Stochastic Methods for Nonsmooth Optimization

Chair: Konstantin Mishchenko Organizer: Konstantin Mishchenko
14:45

Tianyi Lin

Improved oracle complexity for stochastic compositional variance reduced gradient

We propose an accelerated stochastic compositional variance reduced gradient method for optimizing the sum of a composition function and a convex nonsmooth function. We provide an incremental first-order oracle (IFO) complexity analysis for the proposed algorithm and show that it is provably faster than all the existing methods. In particular, we show that our method achieves an asymptotic IFO complexity of O(( m+n)log(1/eps) + 1/eps^3) where m and n are the number of inner/outer component functions, improving the best-known results of O(m+n+(m+n)^{2/3}/eps^2) for convex composition problem.

15:10

Adil Salim

On the Convergence of some Stochastic Primal-Dual Algorithms

Primal-dual algorithms, like Chambolle-Pock or Vu-Condat algorithms, are suitable methods to solve nonsmooth optimization problems involving linear constraints. In this talk, we will consider stochastic versions of these algorithms where every function used to define the problem is written as an expectation, including the constraints. Asymptotic and non-asymptotic convergence results involving the expected primal-dual gap will be provided.

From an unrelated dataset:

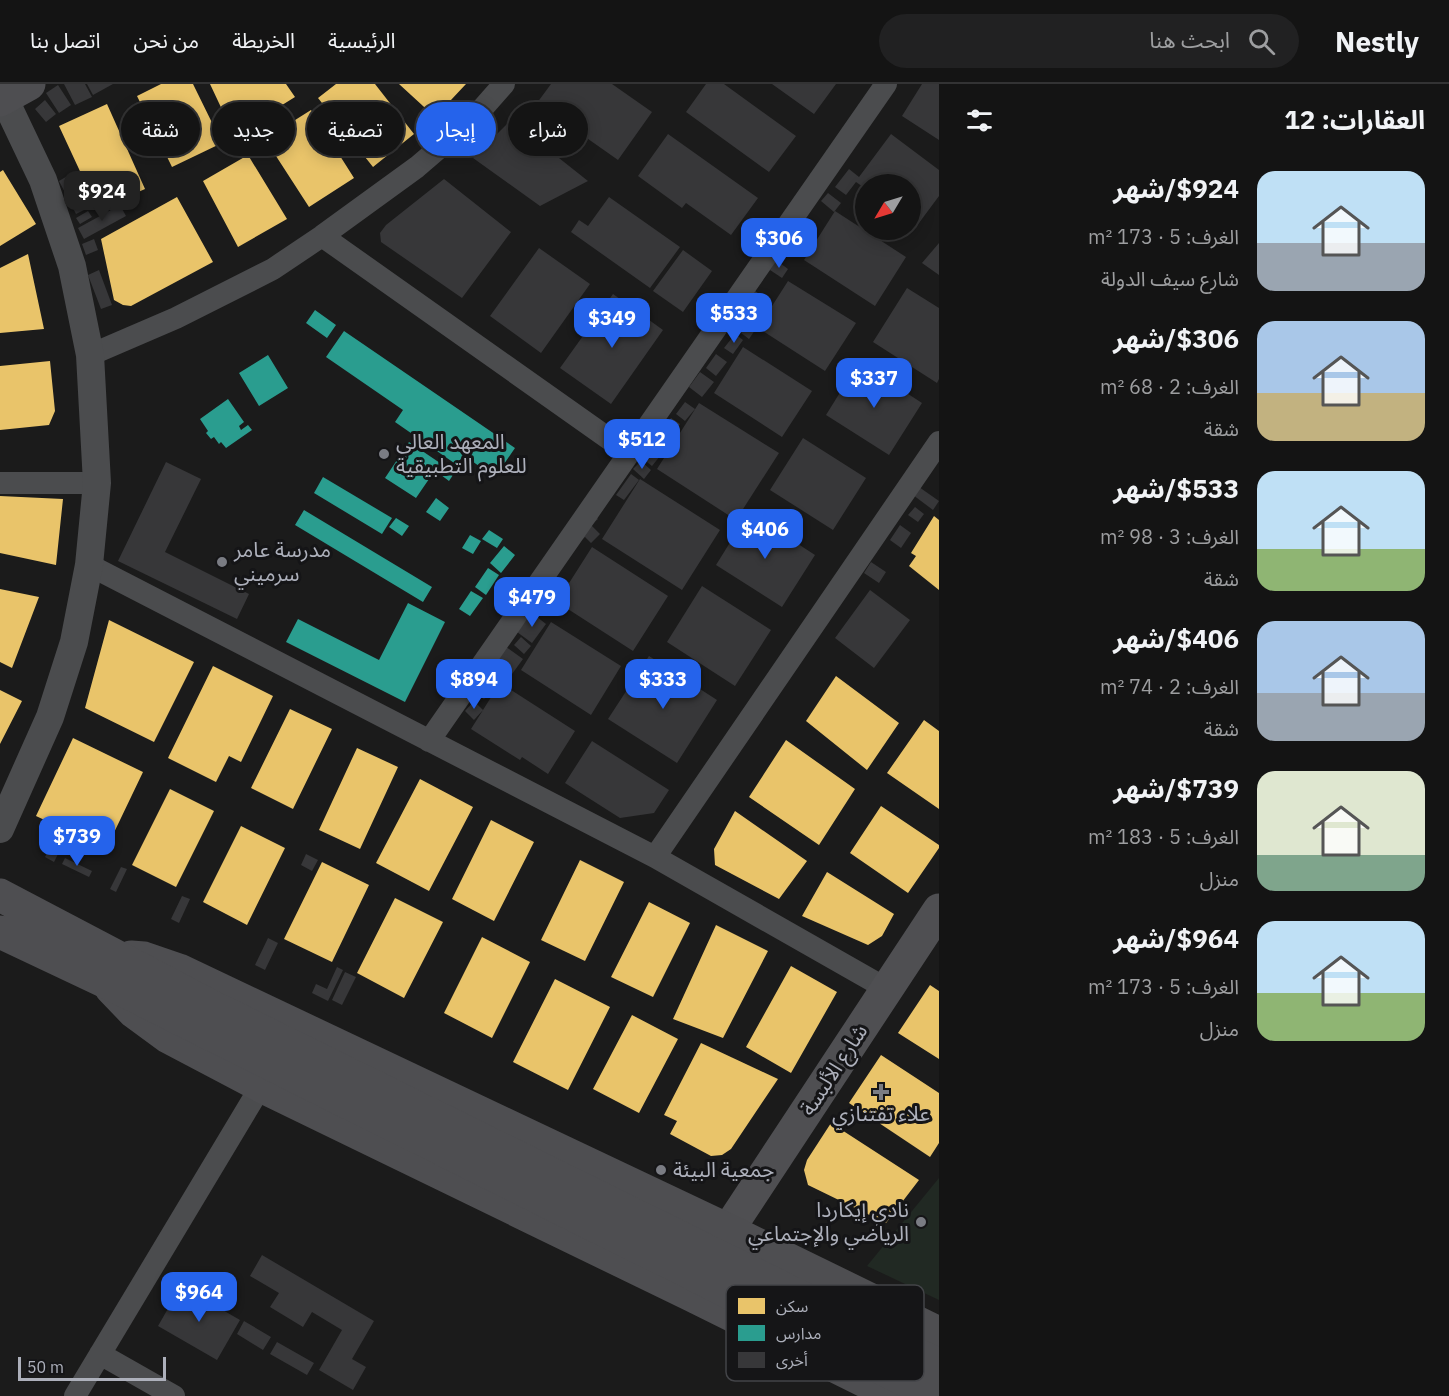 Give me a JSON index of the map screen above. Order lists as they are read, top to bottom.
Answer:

These results cover some recent findings regarding stochastic proximal (gradient) algorithms.

15:35

Konstantin Mishchenko

joint work with Peter Richtárik

Variance Reduction for Sums with Smooth and Nonsmooth Components with Linear Convergence

We present a stochastic variance reduction method for convex sums with smooth and nonsmooth entries. In the case where the smooth part is strongly convex and the nonsmooth entries are of the form $g_j(A_j x)$ the method achieves linear convergence with rate $O(\max(n, \kappa, \lambda_{\min}(A))*\log(1/\epsilon))$, where $n$ is the number of smooth terms, $\kappa$ is the conditioning and $\lambda_{\min}(A)$ is the smallest eigenvalue of the matrix constructed from the rows of $A_1$, $A_2$, etc. Without these assumption, the method has rate $O(1/t)$ which improves to $O(1/t^2)$ under strong convexity.